In trouble bacause the hard-earned forex has gone into private hands, and there is no forex on which government can plan. Social services suffer in such cases, Mutharika said.
That is why forex shortages have become a problem as opposed to the norm they were supposed to be.
Only that Mutharika fell short of describing how he planned to defy the IMF on this.
But, naturally, this issue (forex shortage) led the president to the issue of devaluing the Kwacha.
Because government took heed to IMF proposal to bank with the 'commercial' bankers, and because, somehow, the bankers sold the forex to private individuals and businesses, the same were now colluding with the IMF to force government to devaluate the Kwacha so they could make quick bucks.
"These business people bought the forex when the Kwacha was trading at (Kwacha) 142 to one United States Dollar. Now they are colluding with the IMF and want us to peg the Kwacha at (Kwacha)182 so that they may realise more profit. If we do that, they will buy the U.S. Dollars again, and collide with the IMF to force us to devalue the national currency again. I can't devalue the Kwacha without assurances on what we will do with poor Malawians likely to suffer from that decision," said Mutharika.
So, Mutharika cares for the poor people only when they are likely to be affected by inflationally measures, and not when their future lies in limbo because he *(Mutharika) does not see sense in re-opening the university corridors for the sons and daughters of resource-constrained Malawians?
Mutharika stumped this plastic concern with the suppression of his own tears, his apparent chocking and falling over his own abstract voice.

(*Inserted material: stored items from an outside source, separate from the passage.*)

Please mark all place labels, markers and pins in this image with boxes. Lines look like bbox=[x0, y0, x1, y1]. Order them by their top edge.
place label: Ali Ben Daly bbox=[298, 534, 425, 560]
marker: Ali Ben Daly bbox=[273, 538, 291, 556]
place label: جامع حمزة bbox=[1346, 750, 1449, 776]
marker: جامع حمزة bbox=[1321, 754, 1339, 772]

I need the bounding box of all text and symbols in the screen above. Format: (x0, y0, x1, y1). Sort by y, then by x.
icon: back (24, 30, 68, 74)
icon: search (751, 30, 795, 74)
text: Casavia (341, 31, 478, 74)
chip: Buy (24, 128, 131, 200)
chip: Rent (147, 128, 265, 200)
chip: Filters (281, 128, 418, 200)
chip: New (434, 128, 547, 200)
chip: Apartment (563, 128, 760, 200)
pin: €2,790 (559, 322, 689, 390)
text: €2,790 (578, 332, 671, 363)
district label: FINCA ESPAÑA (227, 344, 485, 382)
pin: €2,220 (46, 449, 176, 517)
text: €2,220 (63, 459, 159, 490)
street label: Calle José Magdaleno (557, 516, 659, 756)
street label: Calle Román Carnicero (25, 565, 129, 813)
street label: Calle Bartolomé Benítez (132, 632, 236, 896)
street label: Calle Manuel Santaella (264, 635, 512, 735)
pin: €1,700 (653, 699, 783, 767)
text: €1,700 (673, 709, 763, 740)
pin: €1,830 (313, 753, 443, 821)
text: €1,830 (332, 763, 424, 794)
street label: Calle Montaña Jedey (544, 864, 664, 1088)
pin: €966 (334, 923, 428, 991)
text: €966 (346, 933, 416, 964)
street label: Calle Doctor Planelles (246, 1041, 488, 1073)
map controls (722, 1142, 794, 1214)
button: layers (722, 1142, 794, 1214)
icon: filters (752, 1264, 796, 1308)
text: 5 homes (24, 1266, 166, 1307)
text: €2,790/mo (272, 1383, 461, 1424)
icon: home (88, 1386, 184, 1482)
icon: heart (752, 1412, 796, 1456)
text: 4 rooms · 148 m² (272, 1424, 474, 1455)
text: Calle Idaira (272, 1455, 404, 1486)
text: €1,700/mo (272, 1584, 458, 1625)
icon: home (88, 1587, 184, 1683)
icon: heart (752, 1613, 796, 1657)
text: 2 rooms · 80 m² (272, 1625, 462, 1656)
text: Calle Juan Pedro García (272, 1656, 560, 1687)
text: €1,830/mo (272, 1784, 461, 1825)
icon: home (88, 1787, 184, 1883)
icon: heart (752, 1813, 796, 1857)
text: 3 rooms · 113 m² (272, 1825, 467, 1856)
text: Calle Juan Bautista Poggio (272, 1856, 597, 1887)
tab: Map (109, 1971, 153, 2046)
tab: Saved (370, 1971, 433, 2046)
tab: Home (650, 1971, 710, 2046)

If a voice develops legs so physical they trap the president's voice, why can't all these national concerns form a physical web to touch the president's eyelid, and wake him up from his deep slumber?
The nation weeps, he smiles.
He diginifies his secret, silent smiles with unpopular bills.
And pretends, all the while, to be in the shoes of the ordinary Malawian.
Shoes now occupied by fuel shortages, forex crisis and the muzzling of intellectual discourse.
Without shoes, and with as tough a road as present Malawi, will the ordinary citizen make it to 2014 bare-footed, bare-chested, bare-hearted, and stripped of hope?